(PROVIDED DATA)

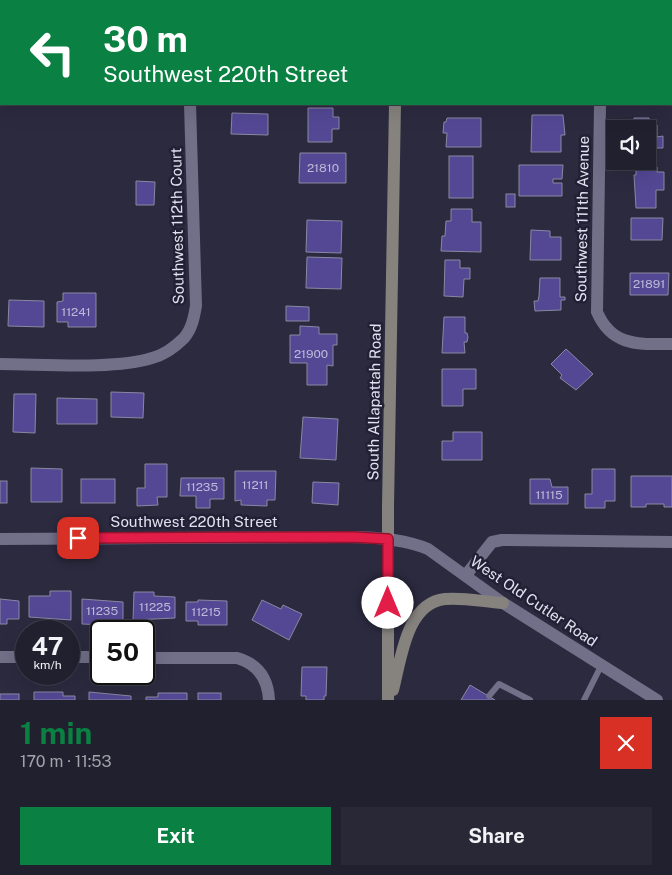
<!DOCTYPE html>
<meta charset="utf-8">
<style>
:root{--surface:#21202f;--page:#292837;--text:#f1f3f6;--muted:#a2a3aa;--line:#3e3e4b;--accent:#0b8043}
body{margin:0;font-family:"Public Sans",sans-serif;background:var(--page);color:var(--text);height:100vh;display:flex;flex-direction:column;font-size:19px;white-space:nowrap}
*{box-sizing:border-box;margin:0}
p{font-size:16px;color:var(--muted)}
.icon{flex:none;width:28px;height:28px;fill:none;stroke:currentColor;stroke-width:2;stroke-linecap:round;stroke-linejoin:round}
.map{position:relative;height:700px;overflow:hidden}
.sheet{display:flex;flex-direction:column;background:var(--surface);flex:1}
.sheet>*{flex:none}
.top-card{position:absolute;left:0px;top:0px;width:672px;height:105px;box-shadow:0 5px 20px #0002,0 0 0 1px var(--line);background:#0b8043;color:#fff;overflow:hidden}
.fabs{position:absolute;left:606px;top:120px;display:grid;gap:10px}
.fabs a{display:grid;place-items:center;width:50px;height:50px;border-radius:0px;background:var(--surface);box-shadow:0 5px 20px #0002,0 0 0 1px var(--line);font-size:25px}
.speed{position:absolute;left:15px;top:620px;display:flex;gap:10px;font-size:25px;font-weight:700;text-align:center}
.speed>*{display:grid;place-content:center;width:65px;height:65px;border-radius:50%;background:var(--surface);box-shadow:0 5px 20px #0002,0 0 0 1px var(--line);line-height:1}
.speed small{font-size:12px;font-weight:400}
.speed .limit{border:2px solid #111;border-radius:8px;background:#fff;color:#111}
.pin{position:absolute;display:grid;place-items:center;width:42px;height:42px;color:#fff;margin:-21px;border-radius:10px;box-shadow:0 2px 8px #0006}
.me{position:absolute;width:55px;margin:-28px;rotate:0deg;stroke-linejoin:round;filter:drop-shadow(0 0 4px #0008)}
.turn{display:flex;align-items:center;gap:18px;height:105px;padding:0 20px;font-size:22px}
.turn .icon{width:65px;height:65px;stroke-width:2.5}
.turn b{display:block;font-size:35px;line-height:42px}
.round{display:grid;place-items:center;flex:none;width:52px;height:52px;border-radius:0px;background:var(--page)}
.headline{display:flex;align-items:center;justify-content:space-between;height:85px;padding:0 20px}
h1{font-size:30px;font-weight:700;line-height:38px;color:var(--accent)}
.action{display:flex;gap:10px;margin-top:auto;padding:10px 20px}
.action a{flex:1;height:58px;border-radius:0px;background:var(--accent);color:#fff;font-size:20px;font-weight:700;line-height:58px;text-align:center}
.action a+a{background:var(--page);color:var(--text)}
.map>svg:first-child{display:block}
.building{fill:#544895;stroke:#8988a2}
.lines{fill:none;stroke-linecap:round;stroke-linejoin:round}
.service{stroke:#727089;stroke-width:6}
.minor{stroke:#727089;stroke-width:12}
.tertiary{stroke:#727089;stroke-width:12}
.secondary{stroke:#86837f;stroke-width:12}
.route-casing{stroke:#92132f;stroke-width:12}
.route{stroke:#e11d48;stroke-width:9}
.labels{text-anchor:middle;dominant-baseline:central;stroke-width:5;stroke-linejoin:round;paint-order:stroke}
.number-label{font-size:12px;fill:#bebbd8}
.street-label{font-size:15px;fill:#e2e1ef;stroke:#222035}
</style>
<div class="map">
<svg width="672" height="700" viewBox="0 0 672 700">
<rect width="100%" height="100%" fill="#2c2a3f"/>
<!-- building -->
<g class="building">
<polygon points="308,108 333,108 333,117 339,117 339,129 332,129 332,142 308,142"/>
<polygon points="232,113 268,114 268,135 231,134"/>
<polygon points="532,115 563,115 565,135 561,135 561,152 531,152"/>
<polygon points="447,118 481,118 481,147 446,147 447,133 443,133 444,122 446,122"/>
<polygon points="634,118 649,118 649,125 657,125 657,137 663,136 663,148 650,148 648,145 648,129 633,129"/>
<polygon points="300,153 346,153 346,183 299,183"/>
<rect x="449" y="156" width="24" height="42"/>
<polygon points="519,165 563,165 562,179 553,179 553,183 562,183 562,196 519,196"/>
<polygon points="636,167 657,167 657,172 664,172 664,190 656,190 656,208 636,208 634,175 636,175"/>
<polygon points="136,181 155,182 154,205 136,205"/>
<rect x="506" y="194" width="9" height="13"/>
<polygon points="451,209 472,209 472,222 481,222 481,252 441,251 442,236 445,236 446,221 451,221"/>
<polygon points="631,218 663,218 662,240 631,240"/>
<polygon points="307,220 342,221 341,253 306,252"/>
<polygon points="531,230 550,231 550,237 561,237 561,260 530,260"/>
<polygon points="307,257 342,258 341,289 306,288"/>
<polygon points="445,260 460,260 460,268 470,268 470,279 464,279 463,297 444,296"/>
<polygon points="630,273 669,273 668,295 630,295"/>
<polygon points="540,278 560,278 560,297 565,297 565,300 561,300 561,310 535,311 534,301 538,301 539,296"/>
<polygon points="63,293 96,293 96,327 68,327 68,322 57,322 57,302 63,301"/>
<polygon points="9,300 44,301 44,327 8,326"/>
<polygon points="286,306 309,307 309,321 286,321"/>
<polygon points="444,317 465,317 465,333 467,333 468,337 467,342 464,342 465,353 442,353"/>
<polygon points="300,326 319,327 319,334 337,334 337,345 333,345 333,366 327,365 327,385 307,385 307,363 290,363 290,335 300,335"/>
<polygon points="566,349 593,374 576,390 560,378 562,375 551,364"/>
<polygon points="442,369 476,369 476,389 463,389 463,406 442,406"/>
<polygon points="111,392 144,393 143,418 111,417"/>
<polygon points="14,394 36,394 35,433 13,432"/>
<polygon points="57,398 97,399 97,424 57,424"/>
<polygon points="303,417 338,419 336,460 300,458"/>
<polygon points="453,432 482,432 482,460 442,460 442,441 453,441"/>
<polygon points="145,464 167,464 167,497 157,497 158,505 137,506 137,488 145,488"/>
<polygon points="31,468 62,469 62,502 31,502"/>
<polygon points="592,469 615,469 615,501 605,501 605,508 585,508 585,494 592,494"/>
<polygon points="235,471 276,471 275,500 267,500 267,506 241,505 241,500 235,501"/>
<polygon points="631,476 672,476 672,507 664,507 664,504 646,504 646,507 631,507"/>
<polygon points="181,478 224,478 224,499 210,499 210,508 196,508 196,496 180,496"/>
<rect x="81" y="479" width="34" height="24"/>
<polygon points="530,479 550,479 552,487 568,487 568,504 530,504"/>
<rect x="0" y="481" width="7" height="22"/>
<polygon points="313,482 339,483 338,505 312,503"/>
<polygon points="50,591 71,591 71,620 29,617 29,596 50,596"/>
<polygon points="134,592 154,592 154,596 175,597 175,618 133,620"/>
<polygon points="0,599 19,601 19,619 7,619 7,624 0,624"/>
<polygon points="82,599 123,602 123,620 108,620 108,625 82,624"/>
<polygon points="198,600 227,601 227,625 198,625 198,621 186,621 186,602 198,602"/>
<polygon points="262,600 281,609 283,605 302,614 289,640 252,620"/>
<polygon points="302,667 327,667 326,696 324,696 324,700 306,700 306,696 301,696"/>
<polygon points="470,685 495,700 461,700"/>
<polygon points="34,692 63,692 63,696 75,696 75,700 34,700"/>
<polygon points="89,692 131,696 131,700 89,700"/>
<polygon points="158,693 187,693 187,700 146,700 146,697 158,697"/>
<rect x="198" y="693" width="23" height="7"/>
<rect x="0" y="694" width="19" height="6"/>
</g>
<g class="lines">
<!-- service -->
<g class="service">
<polyline points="489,696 499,684 530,700"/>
<polyline points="584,700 601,666"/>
</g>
<!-- minor -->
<g class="minor">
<polyline points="601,1 601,0"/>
<polyline points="0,81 1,81"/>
<polyline points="671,84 672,84"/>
<path d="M600,104l-3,208c15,35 42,32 75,32"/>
<path d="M0,364c42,0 114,6 152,-6 12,-3 24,-12 32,-20 8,-9 10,-21 12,-32l-6,-202"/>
<polyline points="466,575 492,542 502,540 672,542"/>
<polyline points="0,657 26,657"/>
<polyline points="69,657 101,657"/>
<path d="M144,658h93c21,6 31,21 32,42"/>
</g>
<!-- tertiary -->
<path class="tertiary" d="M0,539l349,-2c26,0 55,2 79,12l75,54 154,97"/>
<!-- secondary -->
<g class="secondary">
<polyline points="397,1 397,0"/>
<path d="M393,690c8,-30 13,-87 52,-91 19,-2 39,3 58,4"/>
<polyline points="388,700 388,506 395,104"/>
</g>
</g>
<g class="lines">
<defs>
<polyline id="route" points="78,538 353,537 388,539 388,603"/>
</defs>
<!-- route casing -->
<use href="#route" class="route-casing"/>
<!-- route -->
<use href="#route" class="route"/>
</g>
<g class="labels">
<!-- number labels -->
<g class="number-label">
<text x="323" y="168">21810</text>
<text x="649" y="284">21891</text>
<text x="76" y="312">11241</text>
<text x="311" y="354">21900</text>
<text x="255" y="485">11211</text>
<text x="202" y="487">11235</text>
<text x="549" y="495">11115</text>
<text x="155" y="607">11225</text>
<text x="102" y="611">11235</text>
<text x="206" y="612">11215</text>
</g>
<!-- street labels -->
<g class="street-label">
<text transform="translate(582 219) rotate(-89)">Southwest 111th Avenue</text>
<text transform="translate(177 226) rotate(-91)">Southwest 112th Court</text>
<text transform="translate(374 402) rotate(-89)">South Allapattah Road</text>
<text x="194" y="521">Southwest 220th Street</text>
<text transform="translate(534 601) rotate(34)">West Old Cutler Road</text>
</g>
</g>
</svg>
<div class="fabs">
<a><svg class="icon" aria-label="sound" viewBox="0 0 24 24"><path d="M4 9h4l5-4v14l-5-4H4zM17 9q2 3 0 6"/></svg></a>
</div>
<div class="speed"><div>47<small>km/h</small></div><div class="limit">50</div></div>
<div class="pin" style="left:78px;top:538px;background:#d93025"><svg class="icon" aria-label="arrive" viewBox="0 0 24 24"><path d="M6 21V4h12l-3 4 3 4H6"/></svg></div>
<svg class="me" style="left:388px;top:603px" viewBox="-20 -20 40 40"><circle r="19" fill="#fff"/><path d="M0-13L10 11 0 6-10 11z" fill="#e11d48"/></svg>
<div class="top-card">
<div class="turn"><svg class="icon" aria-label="left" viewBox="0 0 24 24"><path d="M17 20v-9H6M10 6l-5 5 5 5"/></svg><div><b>30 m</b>Southwest 220th Street</div></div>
</div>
</div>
<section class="sheet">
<div class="headline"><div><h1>1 min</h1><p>170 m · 11:53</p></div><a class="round" style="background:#d93025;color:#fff"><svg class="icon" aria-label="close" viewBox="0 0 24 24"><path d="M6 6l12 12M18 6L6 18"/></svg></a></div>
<div class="action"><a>Exit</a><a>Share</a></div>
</section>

(End PROVIDED DATA)

Scan the entries above. Copy each line that has the string "fabs".

.fabs{position:absolute;left:606px;top:120px;display:grid;gap:10px}
.fabs a{display:grid;place-items:center;width:50px;height:50px;border-radius:0px;background:var(--surface);box-shadow:0 5px 20px #0002,0 0 0 1px var(--line);font-size:25px}
<div class="fabs">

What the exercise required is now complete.